In a letter submitted to the Biden administration today, the Renewable Fuels Association laid out recommendations for ensuring that the best available science and data are used in determining eligibility for the sustainable aviation fuel (SAF) tax credit established in the Inflation Reduction Act. The Treasury Department released guidance in December regarding the implementation of the credit, and the administration committed to releasing an updated version of the GREET model by March 1 for use in estimating the lifecycle greenhouse gas emissions of SAF.
“One of the most promising forms of SAF involves the conversion of ethanol to jet fuel,” wrote RFA President and CEO Geoff Cooper. “Ethanol has key advantages as a feedstock for SAF, as it is cost-competitive with petroleum-based fuels and is by far the largest-volume biofuel produced in the U.S, with output of nearly 16 billion gallons per year.”

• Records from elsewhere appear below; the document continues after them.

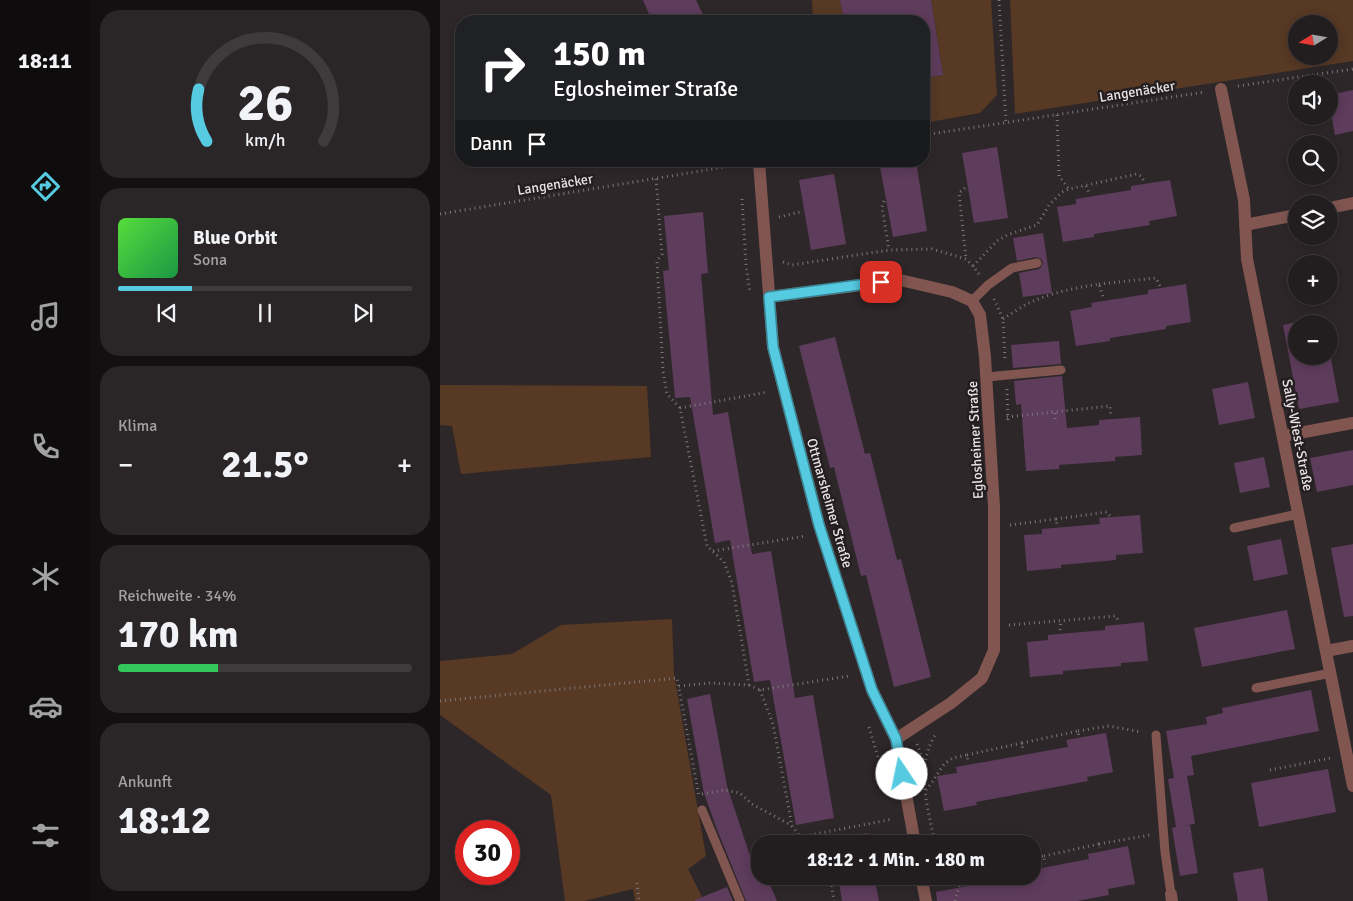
<!DOCTYPE html>
<html lang="de">
<head>
<meta charset="utf-8">
<style>
  :root { --surface:#221d1f; --page:#2a2628; --text:#f1f3f6; --muted:#a2a2a4; --line:#3f3b3d; --accent:#55cae0 }
  body { margin:0; font-family:Signika,sans-serif; background:var(--page); color:var(--text); height:100vh; display:flex; flex-direction:column; font-size:19px; white-space:nowrap }
  * { box-sizing:border-box; margin:0 }
  p { font-size:16px; color:var(--muted) }
  .icon { flex:none; width:28px; height:28px; fill:none; stroke:currentColor; stroke-width:2; stroke-linecap:round; stroke-linejoin:round }
  .map { position:relative; flex:1; overflow:hidden }
  .panel { display:flex; flex-direction:column; gap:10px; padding:10px; background:#131011; width:350px }
  .panel>* { flex:none }
  .guide { position:absolute; left:15px; top:15px; width:475px; height:152px; border-radius:20px; box-shadow:0 2px 12px #0003,0 0 0 1px var(--line); background:#202124; color:#fff; overflow:hidden }
  .needle { width:32px; rotate:259deg }
  .buttons { position:absolute; left:848px; top:15px; display:grid; gap:10px }
  .buttons a { display:grid; place-items:center; width:50px; height:50px; border-radius:50%; background:var(--surface); box-shadow:0 2px 12px #0003,0 0 0 1px var(--line); font-size:25px }
  .speed { position:absolute; left:15px; top:820px; display:flex; gap:10px; font-size:25px; font-weight:700; text-align:center }
  .speed>* { display:grid; place-content:center; width:65px; height:65px; border-radius:50%; background:var(--surface); box-shadow:0 2px 12px #0003,0 0 0 1px var(--line); line-height:1 }
  .speed .limit { border:8px solid #d22; background:#fff; color:#111 }
  .pin { position:absolute; display:grid; place-items:center; width:42px; height:42px; color:#fff; margin:-21px; border-radius:10px; box-shadow:0 2px 8px #0006 }
  .me { position:absolute; width:55px; margin:-28px; rotate:349deg; stroke-linejoin:round; filter:drop-shadow(0 0 4px #0008) }
  .turn { display:flex; align-items:center; gap:18px; height:105px; padding:0 15px; font-size:22px }
  .turn .icon { width:65px; height:65px; stroke-width:2.5 }
  .turn b { display:block; font-size:35px; line-height:42px }
  .then { display:flex; align-items:center; height:48px; padding:0 15px; background:#0003; gap:10px; font-size:19px }
  .big { font-size:38px; font-weight:700; line-height:1.1 }
  .panel .tile { flex:1; display:flex; flex-direction:column; justify-content:center; gap:8px; min-width:0; padding:0 18px; border-radius:20px; background:var(--page) }
  .panel .dial { align-items:center; gap:0 }
  .dial svg { height:130px; overflow:visible; fill:none; stroke:var(--line); stroke-width:7; stroke-linecap:round; text-anchor:middle }
  .dial text { fill:var(--text); stroke:none }
  .song { display:flex; align-items:center; gap:15px }
  .cover { width:60px; height:60px; border-radius:8px; background:linear-gradient(135deg,hsl(110 70% 55%),hsl(140 70% 35%)) }
  .played { height:5px; border-radius:2px; background:linear-gradient(90deg,var(--accent) 25%,var(--line) 25%) }
  .keys { display:flex; justify-content:space-around; direction:ltr }
  .heat { display:flex; justify-content:space-between; align-items:center; font-size:28px; direction:ltr }
  .charge { height:8px; border-radius:4px; background:linear-gradient(90deg,#34c759 34%,var(--line) 0) }
  .trip { position:absolute; left:311px; top:835px; width:290px; height:50px; border-radius:20px; background:var(--surface); box-shadow:0 2px 12px #0003,0 0 0 1px var(--line); font-weight:700; line-height:50px; text-align:center }
  main { display:flex; flex:1; min-height:0 }
  .dock { display:flex; flex-direction:column; width:90px; justify-content:space-around; align-items:center; background:#0e0c0c; color:var(--muted) }
  .dock .icon { width:35px; height:35px }
  .dock .current { color:var(--accent) }
  .dock b { font-size:22px; color:var(--text) }
  .map>svg:first-child { display:block }
</style>
</head>
<body>
<main>
<nav class="dock">
<b>18:11</b>
<svg class="icon current" aria-label="directions" viewBox="0 0 24 24"><path d="M12 3l9 9-9 9-9-9zM9 14v-3h6M13 9l2 2-2 2"/></svg>
<svg class="icon" aria-label="music" viewBox="0 0 24 24"><path d="M9 18V5l10-2v13"/><circle cx="6" cy="18" r="3"/><circle cx="16" cy="16" r="3"/></svg>
<svg class="icon" aria-label="phone" viewBox="0 0 24 24"><path d="M5 4h4l2 5-3 2q2 4 5 5l2-3 5 2v4C11 20 4 13 5 4z"/></svg>
<svg class="icon" aria-label="climate" viewBox="0 0 24 24"><path d="M12 3v18M4 7l16 10M4 17L20 7"/></svg>
<svg class="icon" aria-label="car" viewBox="0 0 24 24"><path d="M5 17H2v-5l4-1 3-4h7l3 4 3 1v5h-3M9 17h6M6 11h13"/><circle cx="7" cy="17" r="2"/><circle cx="17" cy="17" r="2"/></svg>
<svg class="icon" aria-label="filters" viewBox="0 0 24 24"><path d="M4 7h16M4 17h16"/><circle cx="9" cy="7" r="2"/><circle cx="15" cy="17" r="2"/></svg>
</nav>
<section class="panel">
<div class="tile dial"><svg viewBox="0 0 100 80">
<path d="M14 69A42 42 0 1 1 86 69"/>
<path d="M14 69A42 42 0 0 1 9 37" stroke="#55cae0"/>
<text x="50" y="56" font-size="32" font-weight="700">26</text>
<text x="50" y="72" font-size="11">km/h</text>
</svg></div>
<div class="tile">
<div class="song"><i class="cover"></i><div><b>Blue Orbit</b><p>Sona</p></div></div>
<div class="played"></div>
<div class="keys"><svg class="icon" aria-label="previous" viewBox="0 0 24 24"><path d="M18 5L8 12l10 7zM5 5v14"/></svg><svg class="icon" aria-label="pause" viewBox="0 0 24 24"><path d="M8 5v14M16 5v14"/></svg><svg class="icon" aria-label="next" viewBox="0 0 24 24"><path d="M6 5l10 7-10 7zM19 5v14"/></svg></div>
</div>
<div class="tile"><p>Klima</p>
<div class="heat"><a>−</a><b class="big">21.5°</b><a>+</a></div>
</div>
<div class="tile"><p>Reichweite · 34%</p><b class="big">170 km</b><div class="charge"></div></div>
<div class="tile"><p>Ankunft</p><b class="big">18:12</b></div>
</section>
<div class="map">
<svg width="913" height="901" viewBox="0 0 913 901">
  <rect width="100%" height="100%" fill="#2e2729"/>
  <!-- green -->
  <path fill="#573924" fill-rule="evenodd" d="M372,0H403L400,1L404,21H373Z
    M491,0H551L557,95L540,113L484,123V78L503,75Z
    M570,0H913V61L575,114ZM856,24H889V56H856Z
    M0,385L207,386L211,457L21,474L12,426L0,425Z
    M232,619L234,674L266,856L248,869L264,901H195L193,889L144,901H125L111,795L0,715V661L72,654L121,625Z"/>
  <!-- building -->
  <path fill="#5e3c5c" d="M203,0H256L266,21H212Z
    M400,0H491L503,75L484,78V21H404Z
    M913,90V131L895,135L889,103V95Z
    M557,147L568,218L534,223L522,153Z
    M471,161H476L487,231L453,237L440,167Z
    M394,174L406,244L371,250L359,180Z
    M730,180L737,216L709,221L710,225L654,234V237L623,242L617,207L636,204V199L691,190V186Z
    M263,212L268,273L261,274L273,415L288,412L312,554L331,551L355,698L373,695L394,818L356,825L330,680L314,682L290,540L275,543L250,397L235,398L223,271L229,270L224,216Z
    M603,233L612,293L583,297L579,273L599,269L601,267L603,262L601,259L596,257L577,261L573,238Z
    M746,284L751,322L726,326V329L670,338V341L636,346L630,311L652,307L651,303L708,294V290Z
    M883,317L884,324H856V356H889V348L899,402L859,409L843,325Z
    M395,337L425,454L430,453L457,560L461,559L491,677L454,687L426,575L421,576L394,467L390,468L359,346Z
    M619,341L621,364L573,368L571,345Z
    M622,376L627,428L659,425V420L700,417L702,455L675,457V461L619,465V469L586,471L581,404L576,405L574,381Z
    M808,382L815,418L779,425L772,389Z
    M913,450V485L877,492L870,458Z
    M824,457L830,487L800,493L794,463Z
    M700,515L703,553L676,555V560L621,565V568L587,571L584,535L602,534V529L660,524L659,518Z
    M841,539L848,574L814,581L807,546Z
    M913,544V616L904,617L891,548Z
    M847,610L855,649L762,667L754,628Z
    M704,622L708,661L681,663V666L623,671V674L590,677L587,642L608,640V635L665,630V626Z
    M871,690L879,731L751,756L754,775L747,776L755,824L740,826L750,825L758,873L740,876L732,828L736,827L728,779L734,778L726,731L767,724L766,717L783,713L782,708Z
    M270,694L287,786L311,859L320,855V876H326L337,901H306L276,827L264,793L247,699Z
    M666,733L673,772L647,777L648,781L536,802L537,805L504,811L497,776L517,773L516,767L628,747L626,740Z
    M888,769L896,812L819,827L811,783Z
    M427,833L429,844H392L391,840Z
    M688,846L695,884L668,889L669,895L637,901H497L496,892L538,884L537,880L559,876H592V870L649,859L648,854Z
    M823,868L828,901H798L793,873Z
    M398,876H434L439,901H402Z
    M287,887L293,901H255V900Z"/>
  <g fill="none" stroke-linecap="round" stroke-linejoin="round">
    <!-- path -->
    <path stroke="#7c7678" stroke-width="3" stroke-dasharray="1 4" stroke-linecap="butt" d="M559,0L566,123
      M798,86L913,69
      M617,115L619,176L629,189
      M484,135L765,92
      M289,161L291,166
      M216,179L222,254L217,261L223,371L227,394L240,408
      M646,186L649,193
      M525,188L519,193L526,259
      M302,199L306,265L310,293
      M444,201L442,207L449,250
      M0,214L303,164
      M339,217L360,212
      M343,262L352,265L449,250L492,249L526,259L533,266L539,274
      M533,266L557,241L567,235L597,225L609,205L622,192L629,189L697,174L701,176L704,181
      M659,284L716,278L720,286
      M554,299L563,319L565,360
      M563,319C571,314 579,308 587,304C609,293 635,288 659,284L663,297
      M567,389L568,423
      M615,413V423
      M567,417L670,406L671,416
      M616,519L667,512L670,516
      M570,525L616,519L617,525
      M273,551L365,536
      M569,625L676,616L679,622
      M620,630L621,621
      M309,685L320,690L409,676
      M239,686L270,683L309,685L292,583L284,562L267,546L240,408L328,392
      M320,690L333,724L352,826L360,837L367,844
      M0,701L237,678L259,797
      M429,727L442,771
      M638,731L669,726L701,732
      M582,743L638,731L639,737
      M477,744L484,762
      M527,755L582,743L583,751
      M830,770L891,758
      M486,790L493,781L504,764L513,758L527,755L528,762
      M262,794L284,790L300,793L312,804L351,825
      M360,837L453,819
      M495,844C488,808 475,768 495,735
      M659,844L710,835
      M604,856L659,844L660,848
      M592,858L604,856L605,864
      M390,876L394,901
      M197,883L199,901
      M515,901L519,886L526,876"/>
    <!-- lane -->
    <path stroke="#815651" stroke-width="9" d="M532,301L548,285L572,268L597,263
      M547,377L621,370
      M794,528L858,514
      M816,688L891,673
      M716,735L725,852L731,894
      M262,810L300,901"/>
    <!-- street -->
    <path stroke="#815651" stroke-width="12" d="M781,89L804,200L807,259L913,786
      M319,162L333,347L379,525L432,690L456,739L475,844
      M889,208L913,203
      M805,225L856,215
      M329,297L460,280L512,292L532,301L540,315L545,357L554,507V650L542,678L511,703L456,739
      M843,436L913,423
      M886,651L913,646
      M481,876L486,901
      M731,894L732,901"/>
  </g>
  <g fill="none" stroke-linecap="round" stroke-linejoin="round">
    <!-- route casing -->
    <g stroke="#378392" stroke-width="12">
      <path id="route" d="M441,282L329,297L333,347L379,525L432,690L456,739L462,774"/>
    </g>
    <!-- route -->
    <use href="#route" stroke="#55cae0" stroke-width="9"/>
  </g>
  <g text-anchor="middle" stroke-width="5" stroke-linejoin="round" paint-order="stroke">
    <!-- street labels -->
    <g font-size="14" fill="#e8e3e4" stroke="#241e20">
      <text transform="translate(697 91) rotate(-9)" y="5">Langenäcker</text>
      <text transform="translate(115 184) rotate(-9)" y="5">Langenäcker</text>
      <text transform="translate(858 435) rotate(79)" y="5">Sally-Wiest-Straße</text>
      <text transform="translate(535 440) rotate(-93)" y="5">Eglosheimer Straße</text>
      <text transform="translate(390 503) rotate(74)" y="5">Ottmarsheimer Straße</text>
    </g>
  </g>
</svg>
<div class="buttons">
<a><svg class="needle" viewBox="-14 -14 28 28"><path d="M0-13l5 13h-10z" fill="#e53935"/><path d="M0 13l5-13h-10z" fill="#a2a2a4"/></svg></a>
<a><svg class="icon" aria-label="sound" viewBox="0 0 24 24"><path d="M4 9h4l5-4v14l-5-4H4zM17 9q2 3 0 6"/></svg></a>
<a><svg class="icon" aria-label="search" viewBox="0 0 24 24"><circle cx="10" cy="10" r="6"/><path d="M15 15l6 6"/></svg></a>
<a><svg class="icon" aria-label="layers" viewBox="0 0 24 24"><path d="M12 4l9 5-9 5-9-5zM3 14l9 5 9-5"/></svg></a>
<a>+</a>
<a>−</a>
</div>
<div class="speed"><div class="limit">30</div></div>
<div class="pin" style="left:441px;top:282px;background:#d93025"><svg class="icon" aria-label="arrive" viewBox="0 0 24 24"><path d="M6 21V4h12l-3 4 3 4H6"/></svg></div>
<svg class="me" style="left:462px;top:774px" viewBox="-20 -20 40 40"><circle r="19" fill="#fff"/><path d="M0-13L10 11 0 6-10 11z" fill="#55cae0"/></svg>
<div class="trip">18:12 · 1 Min. · 180 m</div>
<div class="guide">
<div class="turn"><svg class="icon" aria-label="right" viewBox="0 0 24 24"><path d="M7 20v-9h11M14 6l5 5-5 5"/></svg><div><b>150 m</b>Eglosheimer Straße</div></div>
<div class="then">Dann<svg class="icon" aria-label="arrive" viewBox="0 0 24 24"><path d="M6 21V4h12l-3 4 3 4H6"/></svg></div>
</div>
</div>
</main>
</body>
</html>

The letter was sent to an interagency working group (IWG) that includes USDA, EPA, DOE, and FAA. It contained detailed comments and recommendations, including analysis of the strengths and weaknesses of different modeling tools, methodologies, and data sets being considered by the IWG for inclusion in the soon-to-be-updated “40B GREET model.” The letter also encouraged the IWG to ensure the new model is informed by actual observations and empirical data from the post-2005 period of biofuel expansion. The updated modeling framework should also take a practical approach to integration of climate-smart agriculture practices, RFA’s letter says.
“In order for the full potential of the IRA to be realized, it is imperative that the proper lifecycle analysis modeling framework be adopted by the Treasury and IRS,” the letter concludes. After slight modifications are made by the IWG to include more current data and information, “…the resulting 40B GREET should be determined to satisfy the CAA section 211(o)(1)(H) criteria.”